Discordance between mitochondrial and nuclear datasets

The well-supported monophyletic groups resulting from the species tree analysis are consistent with previous generic level designations based on morphology. Discordance between mitochondrial and nuclear datasets has been well-documented in animals [52]. Since mitochondrial DNA is inherited as a single unit, it reflects only the genealogical history of a single locus and hence phylogenies derived from mtDNA result in gene trees, which may or may not be congruent with the species tree. However, examination of this marker (when compared with multiple unlinked loci) can provide insight into evolutionary processes (e.g. introgression, selection, drift) that have influenced phylogenetic patterns.

Considering the estimated age of this group, the paraphyletic relationships in Prosciurillus observed in the mitochondrial dataset are likely the result of an ancient mitochondrial introgression event. Mitochondrial introgression has been reported in a variety of animals and occurs more frequently in mtDNA compared to nDNA (see Ballard and Whitlock [53] and citations within). Mitochondrial introgression into the Prosciurillus murinus lineage is best explained by ancient introgression when a population of ancestral P. murinus expanded its range into the range of another lineage not sampled here. Some of the oldest events of ancient introgression of mtDNA have been reported in squirrels [5456]. Simulations suggest that introgression almost exclusively occurs in the direction from the native to the invading species [52], as also empirically illustrated by some late Quaternary expansions [57, 58]. That implies that when a proto- Prosciurillus murinus lineage colonized a new island/region up to 7 MYA (which corresponds to the most recent age estimate based on UCE’s of P. murinus from other Sulawesi species, after splitting from other species), it encountered and reproduced with squirrels already present there. The other lineage of squirrels was not sampled in this study, possibly because it went extinct after the arrival of Prosciurillus, but their mitochondrial lineage became fixed in the expanding species. The review of mito-nuclear discordance presented by Toews and Brelsford [44] found that 97 % of surveyed studies detailed situations where isolation had occurred, followed by secondary contact leading to the introgression events, which may be the most likely scenario for the patterns observed in Prosciurillus.
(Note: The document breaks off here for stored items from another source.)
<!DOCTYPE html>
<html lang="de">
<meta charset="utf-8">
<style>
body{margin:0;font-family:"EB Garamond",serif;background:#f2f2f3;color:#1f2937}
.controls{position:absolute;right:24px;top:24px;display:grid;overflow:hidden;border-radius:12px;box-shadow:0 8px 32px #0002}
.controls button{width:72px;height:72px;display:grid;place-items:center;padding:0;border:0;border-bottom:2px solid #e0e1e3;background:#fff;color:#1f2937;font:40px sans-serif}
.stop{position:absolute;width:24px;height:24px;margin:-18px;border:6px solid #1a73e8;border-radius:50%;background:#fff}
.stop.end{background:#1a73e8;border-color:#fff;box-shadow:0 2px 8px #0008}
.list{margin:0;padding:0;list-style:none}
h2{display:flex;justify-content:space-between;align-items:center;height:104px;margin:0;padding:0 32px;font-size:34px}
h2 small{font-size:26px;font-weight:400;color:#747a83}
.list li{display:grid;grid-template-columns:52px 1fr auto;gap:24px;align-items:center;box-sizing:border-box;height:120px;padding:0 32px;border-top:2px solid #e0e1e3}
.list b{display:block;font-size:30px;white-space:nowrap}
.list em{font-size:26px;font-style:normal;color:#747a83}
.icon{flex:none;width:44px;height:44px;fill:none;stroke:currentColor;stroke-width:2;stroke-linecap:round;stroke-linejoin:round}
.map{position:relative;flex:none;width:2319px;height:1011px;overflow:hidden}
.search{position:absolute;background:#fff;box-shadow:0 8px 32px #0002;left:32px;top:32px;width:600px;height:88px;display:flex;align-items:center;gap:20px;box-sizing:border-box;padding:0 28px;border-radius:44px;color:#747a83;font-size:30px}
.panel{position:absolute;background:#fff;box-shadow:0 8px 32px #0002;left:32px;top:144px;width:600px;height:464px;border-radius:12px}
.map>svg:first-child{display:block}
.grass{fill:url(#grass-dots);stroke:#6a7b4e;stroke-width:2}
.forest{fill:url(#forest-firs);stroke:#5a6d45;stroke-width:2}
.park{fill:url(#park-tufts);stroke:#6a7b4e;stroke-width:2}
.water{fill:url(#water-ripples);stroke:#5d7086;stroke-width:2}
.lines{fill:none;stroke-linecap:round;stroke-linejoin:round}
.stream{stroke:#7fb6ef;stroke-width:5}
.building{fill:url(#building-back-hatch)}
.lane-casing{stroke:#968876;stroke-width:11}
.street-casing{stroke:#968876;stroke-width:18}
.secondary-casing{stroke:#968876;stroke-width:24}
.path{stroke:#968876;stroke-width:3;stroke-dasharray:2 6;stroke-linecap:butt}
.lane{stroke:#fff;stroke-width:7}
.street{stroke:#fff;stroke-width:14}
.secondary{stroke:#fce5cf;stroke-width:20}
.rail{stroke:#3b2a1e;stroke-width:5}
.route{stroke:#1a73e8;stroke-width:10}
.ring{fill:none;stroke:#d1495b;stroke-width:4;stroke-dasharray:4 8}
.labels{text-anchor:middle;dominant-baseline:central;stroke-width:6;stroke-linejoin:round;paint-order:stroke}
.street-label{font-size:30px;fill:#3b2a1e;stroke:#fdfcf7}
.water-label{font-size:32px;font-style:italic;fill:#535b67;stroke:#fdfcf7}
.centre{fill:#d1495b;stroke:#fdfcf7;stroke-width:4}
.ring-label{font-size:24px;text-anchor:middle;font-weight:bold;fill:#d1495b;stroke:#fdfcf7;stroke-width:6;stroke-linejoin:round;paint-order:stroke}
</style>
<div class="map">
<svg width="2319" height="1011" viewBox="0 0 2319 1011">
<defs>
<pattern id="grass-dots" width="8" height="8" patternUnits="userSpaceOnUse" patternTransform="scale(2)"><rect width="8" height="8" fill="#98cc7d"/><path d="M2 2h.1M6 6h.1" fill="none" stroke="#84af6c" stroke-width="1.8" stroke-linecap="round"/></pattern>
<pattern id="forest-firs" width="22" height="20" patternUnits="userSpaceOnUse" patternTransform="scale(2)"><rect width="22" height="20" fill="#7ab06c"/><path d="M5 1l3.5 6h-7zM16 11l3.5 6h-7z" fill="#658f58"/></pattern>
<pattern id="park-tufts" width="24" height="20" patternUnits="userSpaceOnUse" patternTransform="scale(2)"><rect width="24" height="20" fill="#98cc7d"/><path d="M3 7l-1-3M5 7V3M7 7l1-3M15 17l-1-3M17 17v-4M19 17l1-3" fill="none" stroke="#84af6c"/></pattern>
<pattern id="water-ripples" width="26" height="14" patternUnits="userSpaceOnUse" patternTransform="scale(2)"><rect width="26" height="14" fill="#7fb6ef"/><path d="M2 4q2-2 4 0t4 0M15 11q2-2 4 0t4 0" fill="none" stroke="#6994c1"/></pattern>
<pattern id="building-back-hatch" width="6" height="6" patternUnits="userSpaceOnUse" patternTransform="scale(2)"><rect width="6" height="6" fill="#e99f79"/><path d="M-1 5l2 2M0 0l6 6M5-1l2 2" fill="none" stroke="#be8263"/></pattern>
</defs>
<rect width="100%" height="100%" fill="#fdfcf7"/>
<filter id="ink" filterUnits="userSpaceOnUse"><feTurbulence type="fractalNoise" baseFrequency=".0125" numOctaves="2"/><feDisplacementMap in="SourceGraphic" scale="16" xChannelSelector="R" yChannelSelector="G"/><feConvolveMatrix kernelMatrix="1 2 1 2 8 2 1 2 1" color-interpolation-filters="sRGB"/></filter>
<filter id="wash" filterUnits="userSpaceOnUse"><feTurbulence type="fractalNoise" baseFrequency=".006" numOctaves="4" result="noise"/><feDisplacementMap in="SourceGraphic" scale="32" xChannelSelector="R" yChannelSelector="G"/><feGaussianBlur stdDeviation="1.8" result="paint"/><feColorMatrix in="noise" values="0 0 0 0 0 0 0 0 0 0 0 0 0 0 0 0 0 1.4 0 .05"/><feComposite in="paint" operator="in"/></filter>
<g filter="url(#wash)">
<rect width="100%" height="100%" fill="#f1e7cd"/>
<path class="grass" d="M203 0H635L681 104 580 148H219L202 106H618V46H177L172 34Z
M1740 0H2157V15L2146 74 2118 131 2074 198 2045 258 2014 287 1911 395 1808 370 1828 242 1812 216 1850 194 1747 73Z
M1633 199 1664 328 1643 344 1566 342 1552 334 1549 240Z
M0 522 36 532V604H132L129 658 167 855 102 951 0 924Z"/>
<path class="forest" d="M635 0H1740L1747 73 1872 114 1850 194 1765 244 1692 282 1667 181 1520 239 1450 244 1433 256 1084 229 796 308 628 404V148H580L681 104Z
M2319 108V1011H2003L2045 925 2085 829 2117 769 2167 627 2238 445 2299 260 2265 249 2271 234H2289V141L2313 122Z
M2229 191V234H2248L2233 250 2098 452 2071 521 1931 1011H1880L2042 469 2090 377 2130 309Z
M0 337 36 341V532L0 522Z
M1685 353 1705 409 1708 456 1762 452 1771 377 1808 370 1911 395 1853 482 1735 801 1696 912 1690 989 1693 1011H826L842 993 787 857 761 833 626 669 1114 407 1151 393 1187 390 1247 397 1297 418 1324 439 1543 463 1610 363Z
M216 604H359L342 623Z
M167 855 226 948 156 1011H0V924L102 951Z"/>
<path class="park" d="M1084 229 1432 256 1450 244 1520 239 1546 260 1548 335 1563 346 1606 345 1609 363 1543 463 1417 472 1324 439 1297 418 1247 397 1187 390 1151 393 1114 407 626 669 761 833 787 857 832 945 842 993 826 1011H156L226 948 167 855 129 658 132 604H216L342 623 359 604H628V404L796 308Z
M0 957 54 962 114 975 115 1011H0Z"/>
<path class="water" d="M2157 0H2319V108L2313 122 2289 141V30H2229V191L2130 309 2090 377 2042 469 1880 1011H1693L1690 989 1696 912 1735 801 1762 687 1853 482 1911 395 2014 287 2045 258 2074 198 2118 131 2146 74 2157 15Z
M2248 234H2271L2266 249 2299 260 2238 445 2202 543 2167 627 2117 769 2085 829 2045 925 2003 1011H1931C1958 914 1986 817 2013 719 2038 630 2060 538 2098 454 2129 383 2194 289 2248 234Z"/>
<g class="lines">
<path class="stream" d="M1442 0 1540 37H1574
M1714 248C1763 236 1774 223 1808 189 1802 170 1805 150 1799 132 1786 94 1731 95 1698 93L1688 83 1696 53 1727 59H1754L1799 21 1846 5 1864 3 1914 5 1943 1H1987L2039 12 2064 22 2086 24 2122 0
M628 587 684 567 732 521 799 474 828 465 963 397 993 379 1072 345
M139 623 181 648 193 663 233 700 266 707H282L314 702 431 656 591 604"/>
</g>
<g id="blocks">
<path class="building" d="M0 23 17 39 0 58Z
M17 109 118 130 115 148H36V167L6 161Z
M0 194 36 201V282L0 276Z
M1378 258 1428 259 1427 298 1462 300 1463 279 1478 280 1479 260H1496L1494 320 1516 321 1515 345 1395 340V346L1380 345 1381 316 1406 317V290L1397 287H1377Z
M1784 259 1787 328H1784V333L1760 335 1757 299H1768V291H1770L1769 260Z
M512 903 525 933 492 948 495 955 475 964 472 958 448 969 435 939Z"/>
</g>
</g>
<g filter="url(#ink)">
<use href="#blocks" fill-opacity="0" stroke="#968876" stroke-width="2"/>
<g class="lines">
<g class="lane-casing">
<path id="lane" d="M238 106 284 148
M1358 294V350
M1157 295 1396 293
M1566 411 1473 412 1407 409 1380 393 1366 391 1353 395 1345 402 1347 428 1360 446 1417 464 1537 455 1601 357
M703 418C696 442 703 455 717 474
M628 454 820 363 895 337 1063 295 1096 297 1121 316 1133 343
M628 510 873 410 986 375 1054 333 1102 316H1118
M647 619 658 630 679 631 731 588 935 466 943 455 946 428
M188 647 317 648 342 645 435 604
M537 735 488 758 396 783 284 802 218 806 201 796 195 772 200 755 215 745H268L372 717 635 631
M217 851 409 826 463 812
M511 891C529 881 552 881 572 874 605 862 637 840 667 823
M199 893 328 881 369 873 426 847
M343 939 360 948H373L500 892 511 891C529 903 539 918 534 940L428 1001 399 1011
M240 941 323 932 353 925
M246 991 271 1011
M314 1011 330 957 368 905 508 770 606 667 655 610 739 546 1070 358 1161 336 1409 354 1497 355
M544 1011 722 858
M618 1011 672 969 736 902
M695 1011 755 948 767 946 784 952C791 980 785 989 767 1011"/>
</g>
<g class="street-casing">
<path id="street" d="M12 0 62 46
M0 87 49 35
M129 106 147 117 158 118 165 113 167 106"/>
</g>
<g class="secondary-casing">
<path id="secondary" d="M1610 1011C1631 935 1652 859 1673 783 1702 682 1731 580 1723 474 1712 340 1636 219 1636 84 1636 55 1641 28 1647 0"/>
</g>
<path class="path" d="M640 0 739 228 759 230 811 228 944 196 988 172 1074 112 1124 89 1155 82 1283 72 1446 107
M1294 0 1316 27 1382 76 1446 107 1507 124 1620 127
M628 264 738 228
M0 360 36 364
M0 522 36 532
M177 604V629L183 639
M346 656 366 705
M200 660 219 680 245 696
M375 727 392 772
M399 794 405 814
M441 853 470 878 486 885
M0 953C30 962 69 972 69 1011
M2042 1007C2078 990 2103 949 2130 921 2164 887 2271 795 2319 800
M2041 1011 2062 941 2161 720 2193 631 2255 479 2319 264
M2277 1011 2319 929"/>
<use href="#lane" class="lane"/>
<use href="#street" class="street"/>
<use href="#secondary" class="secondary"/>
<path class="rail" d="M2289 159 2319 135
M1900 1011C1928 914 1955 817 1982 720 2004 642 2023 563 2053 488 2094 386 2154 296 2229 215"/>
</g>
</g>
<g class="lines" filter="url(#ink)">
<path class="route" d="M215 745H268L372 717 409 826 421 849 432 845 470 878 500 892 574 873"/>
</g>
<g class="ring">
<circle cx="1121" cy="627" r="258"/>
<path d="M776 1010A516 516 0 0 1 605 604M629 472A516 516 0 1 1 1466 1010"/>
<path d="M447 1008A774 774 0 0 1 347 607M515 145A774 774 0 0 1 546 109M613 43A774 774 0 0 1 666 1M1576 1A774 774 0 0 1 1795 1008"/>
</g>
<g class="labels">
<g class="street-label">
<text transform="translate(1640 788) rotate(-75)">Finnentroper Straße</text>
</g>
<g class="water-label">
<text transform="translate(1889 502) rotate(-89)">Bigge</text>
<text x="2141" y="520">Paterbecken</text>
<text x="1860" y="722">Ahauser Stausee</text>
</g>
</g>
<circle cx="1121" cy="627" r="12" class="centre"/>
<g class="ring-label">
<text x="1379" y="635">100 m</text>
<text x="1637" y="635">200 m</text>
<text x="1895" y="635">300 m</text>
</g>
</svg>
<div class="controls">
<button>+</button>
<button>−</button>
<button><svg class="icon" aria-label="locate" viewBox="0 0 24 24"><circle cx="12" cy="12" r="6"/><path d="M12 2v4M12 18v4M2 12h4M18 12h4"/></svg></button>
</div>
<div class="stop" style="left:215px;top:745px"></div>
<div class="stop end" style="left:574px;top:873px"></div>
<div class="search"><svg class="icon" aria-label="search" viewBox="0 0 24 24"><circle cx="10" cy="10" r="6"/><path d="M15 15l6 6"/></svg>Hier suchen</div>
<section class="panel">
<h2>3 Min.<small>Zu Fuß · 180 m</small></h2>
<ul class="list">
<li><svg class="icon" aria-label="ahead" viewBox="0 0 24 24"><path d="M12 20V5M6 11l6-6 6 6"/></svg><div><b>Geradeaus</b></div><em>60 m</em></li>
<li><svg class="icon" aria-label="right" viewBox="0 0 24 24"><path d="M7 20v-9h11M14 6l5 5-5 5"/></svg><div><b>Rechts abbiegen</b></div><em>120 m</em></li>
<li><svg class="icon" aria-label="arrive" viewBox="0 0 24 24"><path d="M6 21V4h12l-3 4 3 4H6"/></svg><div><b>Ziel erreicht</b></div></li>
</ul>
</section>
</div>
Relatively short internodes in the deeper parts of the phylogeny can be problematic for species tree construction (i.e. between Hyosciurus, Prosciurillus and Rubrisciurus). Studies of adaptive radiations that occurred over short evolutionary time scales (e.g. African cichlid fishes) have reported difficulty in resolving nodes deep at the base of the radiation [59]. As demonstrated here and elsewhere, large genomic datasets provide enough power to resolve these difficult nodes. However; these results need to be taken with caution as large datasets can also potentially inflate support values when gene sequences are concatenated, leading to higher confidence in incorrect phylogenetic trees [45, 6063]. The initial rapid diversification rates (combined with short branches between lineages) of adaptive radiations likely make the deep nodes very difficult to resolve, and by increasing data with HTS, branch support could be misleading [63, 64]. In this system, the different topologies observed between coalescent and non-coalescent analyses of our mitogenome dataset (placement of Rubrisciurus and Hyosciurus with respect to P. murinus) may be linked to the short internodes between genera with fewer informative sites to properly place these lineages or violations of model assumptions. Our results provide further justification for using many unlinked loci for resolving phylogenies. In this study, the results based on mitochondrial data alone would have questioned the monophyly of the genus Prosciurillus.
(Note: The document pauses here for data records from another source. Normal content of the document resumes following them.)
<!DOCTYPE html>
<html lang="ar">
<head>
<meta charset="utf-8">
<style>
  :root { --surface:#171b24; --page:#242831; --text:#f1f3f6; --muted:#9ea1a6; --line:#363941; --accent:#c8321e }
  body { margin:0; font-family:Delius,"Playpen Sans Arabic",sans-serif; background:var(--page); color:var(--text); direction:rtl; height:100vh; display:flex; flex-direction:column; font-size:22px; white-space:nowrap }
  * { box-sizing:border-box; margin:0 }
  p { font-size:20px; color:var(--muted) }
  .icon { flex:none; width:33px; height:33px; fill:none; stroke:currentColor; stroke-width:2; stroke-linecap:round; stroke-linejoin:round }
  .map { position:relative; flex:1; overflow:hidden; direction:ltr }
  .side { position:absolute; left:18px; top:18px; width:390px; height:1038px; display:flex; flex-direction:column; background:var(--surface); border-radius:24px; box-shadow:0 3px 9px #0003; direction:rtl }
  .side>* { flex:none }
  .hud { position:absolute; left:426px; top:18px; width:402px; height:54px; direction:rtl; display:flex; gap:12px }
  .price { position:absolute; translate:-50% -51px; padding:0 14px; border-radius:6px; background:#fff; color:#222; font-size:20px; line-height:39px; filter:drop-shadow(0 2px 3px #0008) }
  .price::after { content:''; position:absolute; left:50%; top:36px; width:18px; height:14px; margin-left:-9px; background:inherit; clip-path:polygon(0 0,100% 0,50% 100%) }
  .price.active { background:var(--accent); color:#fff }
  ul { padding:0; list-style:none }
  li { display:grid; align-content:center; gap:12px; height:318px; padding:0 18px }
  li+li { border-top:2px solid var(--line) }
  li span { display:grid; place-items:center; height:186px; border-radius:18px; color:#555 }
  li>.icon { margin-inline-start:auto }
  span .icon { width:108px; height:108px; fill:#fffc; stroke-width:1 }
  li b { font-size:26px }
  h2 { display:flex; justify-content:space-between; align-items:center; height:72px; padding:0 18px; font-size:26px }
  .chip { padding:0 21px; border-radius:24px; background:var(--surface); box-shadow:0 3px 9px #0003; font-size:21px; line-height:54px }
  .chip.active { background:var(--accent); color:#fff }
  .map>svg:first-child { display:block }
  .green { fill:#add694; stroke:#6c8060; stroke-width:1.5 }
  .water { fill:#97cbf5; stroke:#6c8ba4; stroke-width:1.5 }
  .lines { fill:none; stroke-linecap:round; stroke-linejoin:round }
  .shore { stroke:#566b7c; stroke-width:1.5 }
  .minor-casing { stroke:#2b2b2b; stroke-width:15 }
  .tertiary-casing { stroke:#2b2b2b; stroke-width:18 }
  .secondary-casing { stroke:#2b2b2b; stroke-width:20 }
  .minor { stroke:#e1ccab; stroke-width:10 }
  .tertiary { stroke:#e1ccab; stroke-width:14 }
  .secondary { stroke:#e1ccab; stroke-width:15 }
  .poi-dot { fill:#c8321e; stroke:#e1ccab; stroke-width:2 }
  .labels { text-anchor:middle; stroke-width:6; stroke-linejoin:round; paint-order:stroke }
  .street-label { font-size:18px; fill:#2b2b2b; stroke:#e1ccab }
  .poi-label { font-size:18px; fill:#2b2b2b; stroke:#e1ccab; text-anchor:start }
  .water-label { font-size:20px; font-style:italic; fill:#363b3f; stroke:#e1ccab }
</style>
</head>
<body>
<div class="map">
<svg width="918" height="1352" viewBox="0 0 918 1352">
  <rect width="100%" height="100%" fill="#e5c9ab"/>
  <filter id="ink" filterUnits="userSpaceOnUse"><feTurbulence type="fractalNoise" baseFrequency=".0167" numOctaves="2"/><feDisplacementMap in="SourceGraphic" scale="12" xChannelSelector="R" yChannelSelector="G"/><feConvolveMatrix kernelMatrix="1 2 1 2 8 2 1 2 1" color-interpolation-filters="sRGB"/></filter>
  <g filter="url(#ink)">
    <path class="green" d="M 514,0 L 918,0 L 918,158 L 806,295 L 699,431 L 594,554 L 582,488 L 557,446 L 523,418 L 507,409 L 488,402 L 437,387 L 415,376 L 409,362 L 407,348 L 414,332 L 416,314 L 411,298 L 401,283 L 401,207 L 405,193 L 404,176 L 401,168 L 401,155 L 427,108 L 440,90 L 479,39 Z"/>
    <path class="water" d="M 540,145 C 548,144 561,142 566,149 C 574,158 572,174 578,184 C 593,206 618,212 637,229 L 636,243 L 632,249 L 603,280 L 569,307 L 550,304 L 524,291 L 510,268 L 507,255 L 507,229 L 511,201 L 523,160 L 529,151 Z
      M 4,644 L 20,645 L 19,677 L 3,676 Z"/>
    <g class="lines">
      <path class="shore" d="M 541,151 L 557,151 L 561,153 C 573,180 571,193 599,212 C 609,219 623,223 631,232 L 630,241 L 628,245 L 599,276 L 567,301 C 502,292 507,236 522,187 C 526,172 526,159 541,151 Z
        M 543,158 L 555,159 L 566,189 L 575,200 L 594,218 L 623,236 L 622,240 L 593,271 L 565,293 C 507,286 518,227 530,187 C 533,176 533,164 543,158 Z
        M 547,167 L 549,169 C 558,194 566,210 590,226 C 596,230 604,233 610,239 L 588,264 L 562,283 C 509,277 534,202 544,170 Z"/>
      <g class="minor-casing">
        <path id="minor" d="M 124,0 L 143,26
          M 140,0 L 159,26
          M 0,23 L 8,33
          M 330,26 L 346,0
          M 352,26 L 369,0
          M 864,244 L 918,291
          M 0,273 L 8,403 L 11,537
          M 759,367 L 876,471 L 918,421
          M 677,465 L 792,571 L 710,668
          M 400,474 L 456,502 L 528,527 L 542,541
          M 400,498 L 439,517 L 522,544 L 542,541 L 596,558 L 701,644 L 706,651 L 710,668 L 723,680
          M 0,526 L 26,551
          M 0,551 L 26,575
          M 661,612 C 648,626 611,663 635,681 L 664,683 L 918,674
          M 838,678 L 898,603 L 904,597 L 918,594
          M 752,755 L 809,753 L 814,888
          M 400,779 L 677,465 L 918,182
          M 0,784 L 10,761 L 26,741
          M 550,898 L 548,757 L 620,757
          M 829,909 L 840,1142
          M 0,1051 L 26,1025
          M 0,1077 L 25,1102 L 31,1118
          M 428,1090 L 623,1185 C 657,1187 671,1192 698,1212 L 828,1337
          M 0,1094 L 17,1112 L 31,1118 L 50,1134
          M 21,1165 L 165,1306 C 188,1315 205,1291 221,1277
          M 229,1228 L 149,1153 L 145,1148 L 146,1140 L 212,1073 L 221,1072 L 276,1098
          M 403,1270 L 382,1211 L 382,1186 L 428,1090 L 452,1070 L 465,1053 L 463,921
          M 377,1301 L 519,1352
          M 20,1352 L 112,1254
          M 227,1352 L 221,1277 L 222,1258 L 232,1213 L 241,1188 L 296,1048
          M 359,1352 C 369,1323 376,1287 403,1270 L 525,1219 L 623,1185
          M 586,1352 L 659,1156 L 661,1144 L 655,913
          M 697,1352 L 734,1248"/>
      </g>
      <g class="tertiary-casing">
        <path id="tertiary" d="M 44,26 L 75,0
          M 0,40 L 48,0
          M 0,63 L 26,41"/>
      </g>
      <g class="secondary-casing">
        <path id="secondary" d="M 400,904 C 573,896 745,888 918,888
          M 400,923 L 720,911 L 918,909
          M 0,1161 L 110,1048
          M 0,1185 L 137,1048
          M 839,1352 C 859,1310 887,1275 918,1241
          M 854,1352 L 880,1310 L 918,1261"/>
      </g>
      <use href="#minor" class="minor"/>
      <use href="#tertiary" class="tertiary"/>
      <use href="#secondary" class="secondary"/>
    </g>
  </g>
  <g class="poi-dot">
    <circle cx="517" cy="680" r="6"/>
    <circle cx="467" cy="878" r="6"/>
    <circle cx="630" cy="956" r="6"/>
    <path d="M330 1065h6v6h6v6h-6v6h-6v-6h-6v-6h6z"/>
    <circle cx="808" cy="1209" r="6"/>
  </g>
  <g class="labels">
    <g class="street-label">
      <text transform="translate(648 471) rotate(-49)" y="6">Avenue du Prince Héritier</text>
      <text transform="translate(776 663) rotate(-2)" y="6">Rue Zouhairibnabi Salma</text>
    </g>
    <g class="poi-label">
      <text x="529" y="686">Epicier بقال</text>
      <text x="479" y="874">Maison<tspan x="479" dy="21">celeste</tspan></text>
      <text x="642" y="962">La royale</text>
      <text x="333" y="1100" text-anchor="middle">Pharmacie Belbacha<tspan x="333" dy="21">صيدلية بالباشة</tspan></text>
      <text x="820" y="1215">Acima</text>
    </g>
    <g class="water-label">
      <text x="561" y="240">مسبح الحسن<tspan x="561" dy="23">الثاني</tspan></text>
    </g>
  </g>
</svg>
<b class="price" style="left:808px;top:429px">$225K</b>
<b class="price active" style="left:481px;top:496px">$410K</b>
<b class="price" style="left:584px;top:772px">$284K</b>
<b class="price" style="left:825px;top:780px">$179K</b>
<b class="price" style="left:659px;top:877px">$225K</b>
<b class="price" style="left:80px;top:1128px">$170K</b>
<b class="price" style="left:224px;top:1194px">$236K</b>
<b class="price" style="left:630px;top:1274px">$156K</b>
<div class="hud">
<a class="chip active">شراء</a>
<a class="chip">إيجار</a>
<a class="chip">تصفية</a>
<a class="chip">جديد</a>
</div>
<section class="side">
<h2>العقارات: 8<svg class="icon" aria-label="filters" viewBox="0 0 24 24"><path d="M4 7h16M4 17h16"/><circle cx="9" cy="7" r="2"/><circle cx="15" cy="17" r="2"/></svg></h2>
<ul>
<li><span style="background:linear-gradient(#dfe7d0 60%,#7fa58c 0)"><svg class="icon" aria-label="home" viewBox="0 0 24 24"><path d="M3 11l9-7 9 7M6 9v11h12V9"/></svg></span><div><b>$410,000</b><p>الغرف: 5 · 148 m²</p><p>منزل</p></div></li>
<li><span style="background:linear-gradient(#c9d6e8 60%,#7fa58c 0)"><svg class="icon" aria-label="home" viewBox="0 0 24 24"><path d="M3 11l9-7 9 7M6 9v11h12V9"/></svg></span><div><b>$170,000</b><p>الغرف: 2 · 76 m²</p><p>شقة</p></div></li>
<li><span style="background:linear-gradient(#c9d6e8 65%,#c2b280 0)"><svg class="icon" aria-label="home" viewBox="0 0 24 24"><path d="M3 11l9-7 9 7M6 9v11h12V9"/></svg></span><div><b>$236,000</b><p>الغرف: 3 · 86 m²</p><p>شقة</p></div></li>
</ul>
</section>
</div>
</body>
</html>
While contamination is a major concern when working with degraded DNA from historical specimens [6567], the observed discordance between mitochondrial and nuclear datasets in this study is clearly due to evolutionary processes rather than to problems with contamination. If the result were due to contamination, we would expect to see issues with both the mitochondrial and nuclear datasets because DNA samples for both marker analyses were conducted on the same extraction aliquots. Second, we replicated library preparation and in-solution hybridization protocols, which resulted in confirmation of the results presented here. We also followed steps to identify and ensure removal of nuclear copies of mitochondrial DNA in our samples [35, 68]. Finally, cross-contamination would have resulted in heterozygosities in the mitochondrial dataset, and either admixed placement of the samples in the UCE analyses, or poor support for these nodes. The only cases where we detected evidence of contamination involved samples from two museum specimens from tubes that were damaged during transport. These samples were excluded from all analyses.

Conservation implications

The data presented here unveil deep divergences within species, from 1.28 million years within Rubrisciurus rubriventer, to 2.33 million years between subspecies of Prosciurillus leucomus. Even the mangrove-restricted species Prosciurillus weberi showed over 2 million years of divergence between individuals, indicating significant genetic diversity in a limited geographic range. These results highlight the evolutionary distinctiveness of the isolated populations of squirrels found in this highly threatened landscape. More exhaustive sampling across the range of individual species could reveal additional ancient lineages, and perhaps allow us to determine the level of divergence within and between all species.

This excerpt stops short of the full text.